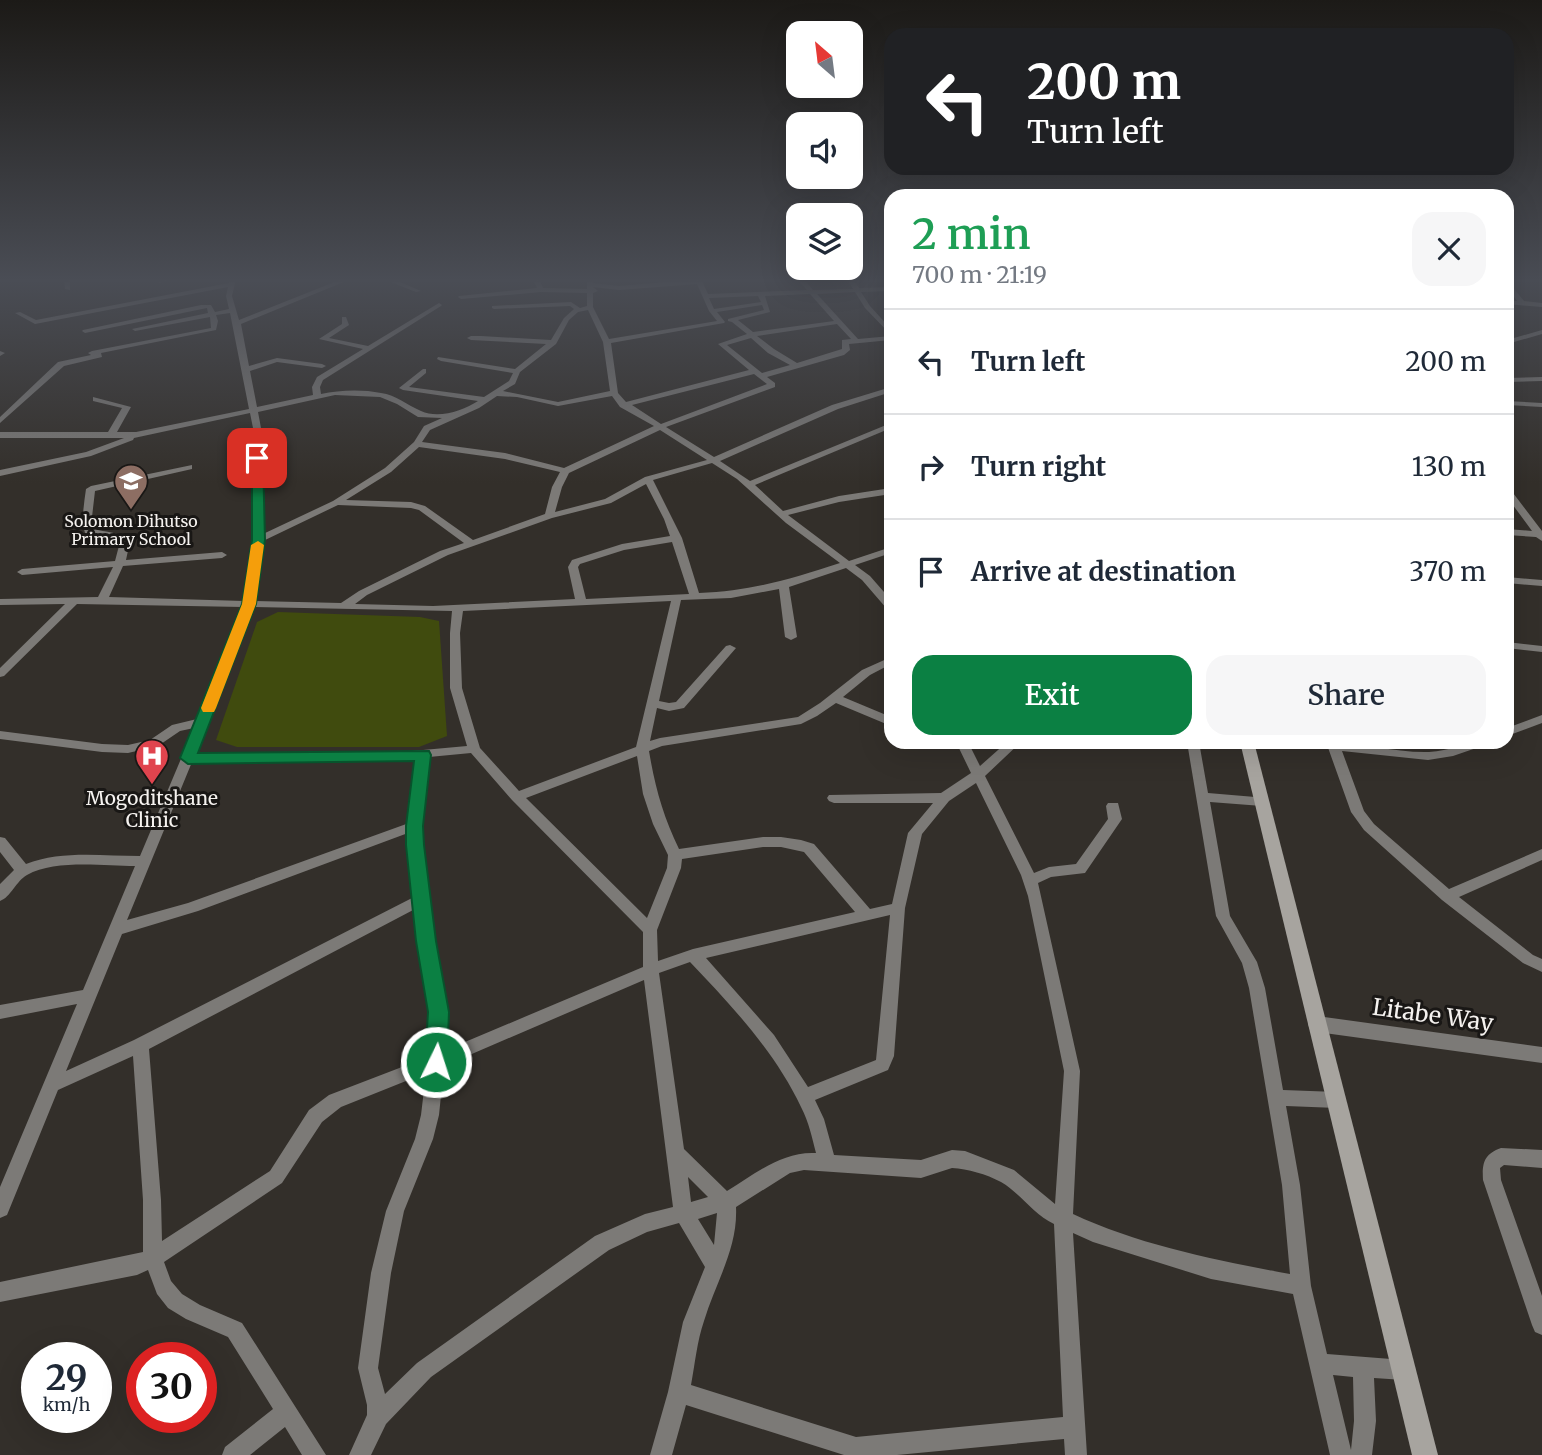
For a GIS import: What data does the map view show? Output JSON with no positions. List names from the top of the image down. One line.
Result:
{"streets":{"street":["Litabe Way"]},"places":{"school or university":["Solomon Dihutso Primary School"],"hospital":["Mogoditshane Clinic"]},"north":"top left","page":{"turn":["200 m","Turn left"],"heading":["2 min","700 m · 21:19"],"list":[{"name":"Turn left","value":"200 m"},{"name":"Turn right","value":"130 m"},{"name":"Arrive at destination","value":"370 m"}],"buttons":["Exit","Share"],"speed":"29 km/h","limit":"30"}}
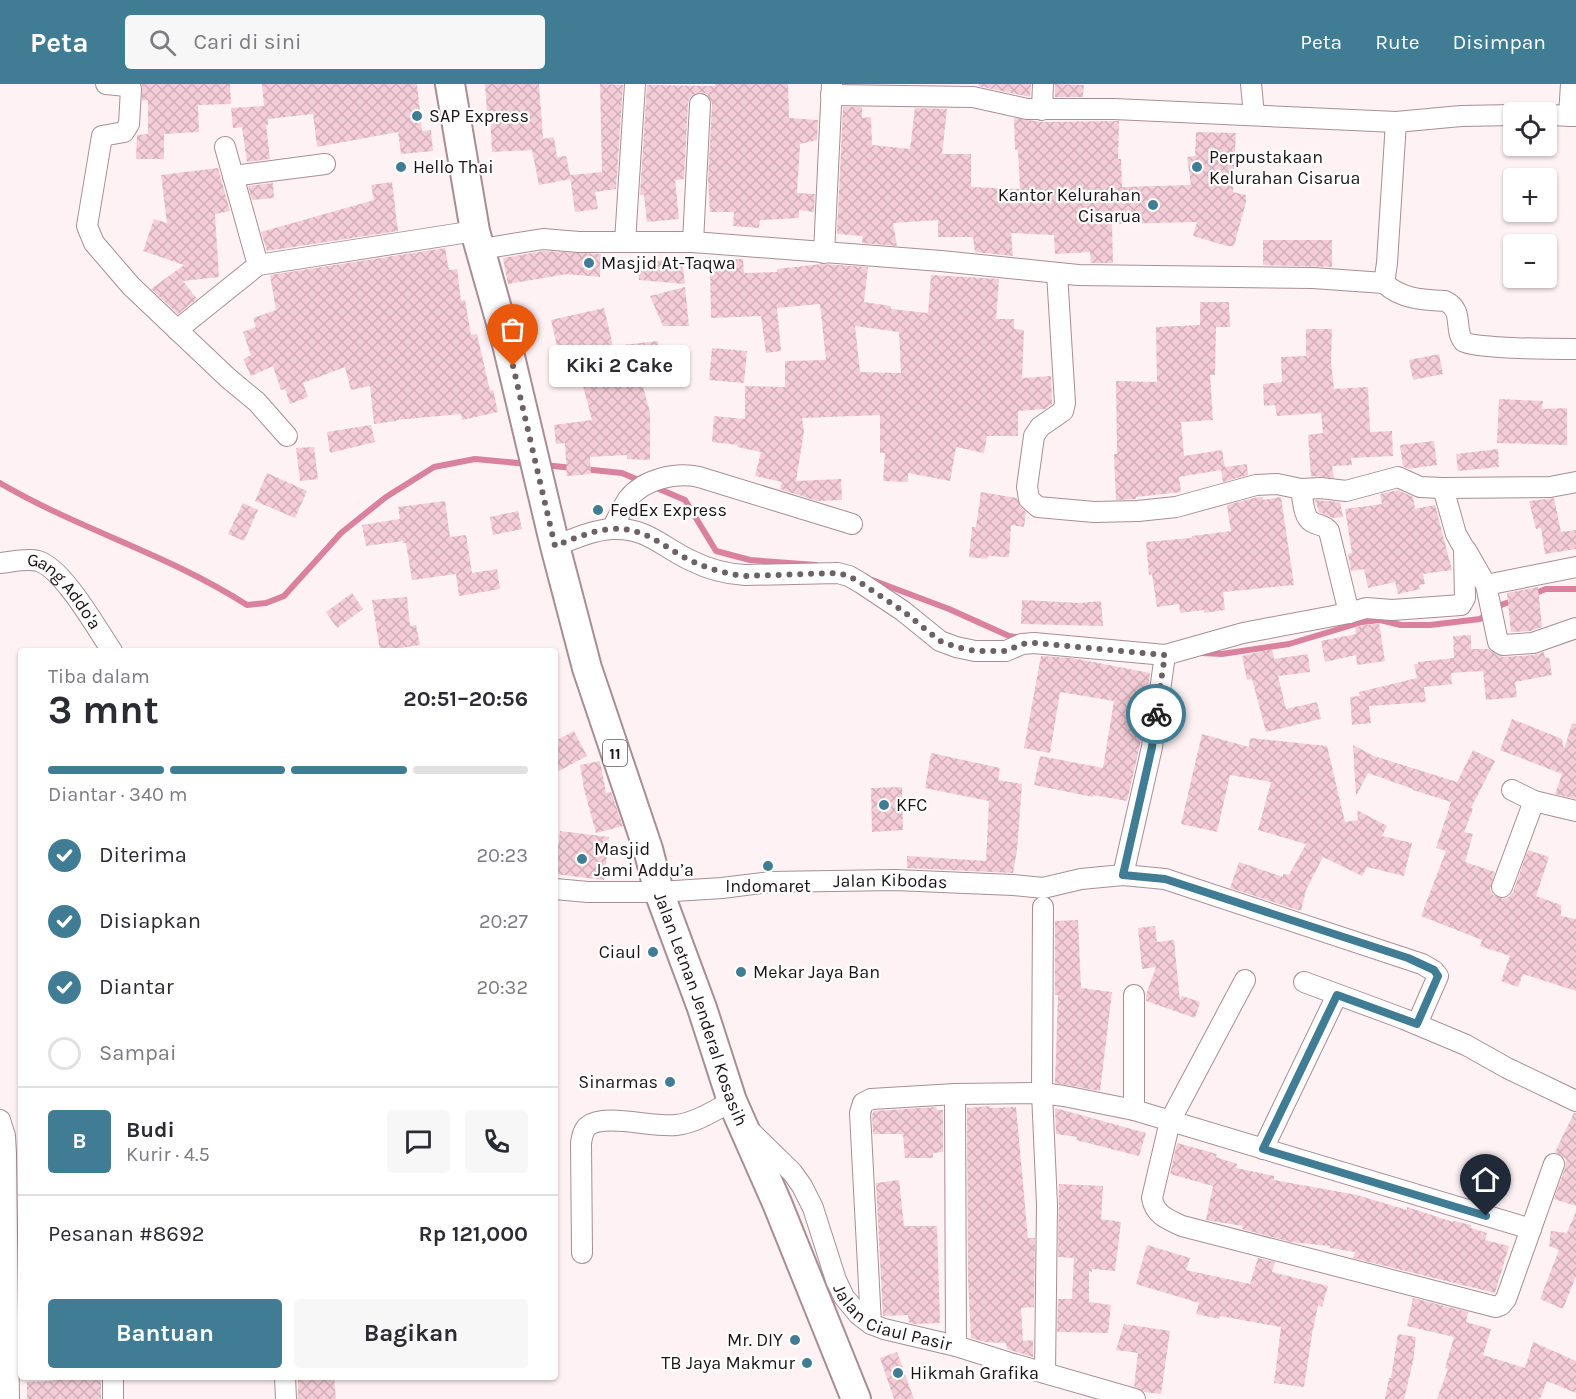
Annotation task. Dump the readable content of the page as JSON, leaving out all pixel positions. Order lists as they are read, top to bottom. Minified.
{"streets":{"highway":["11","Jalan Letnan Jenderal Kosasih"],"street":["Gang Addo'a","Jalan Kibodas","Jalan Ciaul Pasir"]},"crossings":[["Jalan Kibodas","Jalan Letnan Jenderal Kosasih"],["Jalan Letnan Jenderal Kosasih","Jalan Ciaul Pasir"]],"places":["SAP Express","Hello Thai","Perpustakaan Kelurahan Cisarua","Kantor Kelurahan Cisarua","Masjid At-Taqwa","Kiki 2 Cake","FedEx Express","KFC","Masjid Jami Addu’a","Indomaret","Ciaul","Mekar Jaya Ban","Sinarmas","Mr. DIY","TB Jaya Makmur","Hikmah Grafika"],"page":{"header":"Peta","search":"Cari di sini","nav":["Peta","Rute","Disimpan"],"map_buttons":["+","−"],"bubble":"Kiki 2 Cake","heading":["3 mnt","Tiba dalam","20:51–20:56"],"panel":["Budi","Kurir · 4.5","Pesanan #8692","Rp 121,000"],"bar":"Diantar · 340 m","list":[["Diterima","20:23"],["Disiapkan","20:27"],["Diantar","20:32"],"Sampai"],"round":"B","buttons":["Bantuan","Bagikan"]}}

######

◆ Instructions to follow: Set the lines down exactly as they stand, beginning at the one that contains "Annotation task. Dump" and stopping after the last line of the entries above.

◆ Output of the exercise:
Annotation task. Dump the readable content of the page as JSON, leaving out all pixel positions. Order lists as they are read, top to bottom. Minified.
{"streets":{"highway":["11","Jalan Letnan Jenderal Kosasih"],"street":["Gang Addo'a","Jalan Kibodas","Jalan Ciaul Pasir"]},"crossings":[["Jalan Kibodas","Jalan Letnan Jenderal Kosasih"],["Jalan Letnan Jenderal Kosasih","Jalan Ciaul Pasir"]],"places":["SAP Express","Hello Thai","Perpustakaan Kelurahan Cisarua","Kantor Kelurahan Cisarua","Masjid At-Taqwa","Kiki 2 Cake","FedEx Express","KFC","Masjid Jami Addu’a","Indomaret","Ciaul","Mekar Jaya Ban","Sinarmas","Mr. DIY","TB Jaya Makmur","Hikmah Grafika"],"page":{"header":"Peta","search":"Cari di sini","nav":["Peta","Rute","Disimpan"],"map_buttons":["+","−"],"bubble":"Kiki 2 Cake","heading":["3 mnt","Tiba dalam","20:51–20:56"],"panel":["Budi","Kurir · 4.5","Pesanan #8692","Rp 121,000"],"bar":"Diantar · 340 m","list":[["Diterima","20:23"],["Disiapkan","20:27"],["Diantar","20:32"],"Sampai"],"round":"B","buttons":["Bantuan","Bagikan"]}}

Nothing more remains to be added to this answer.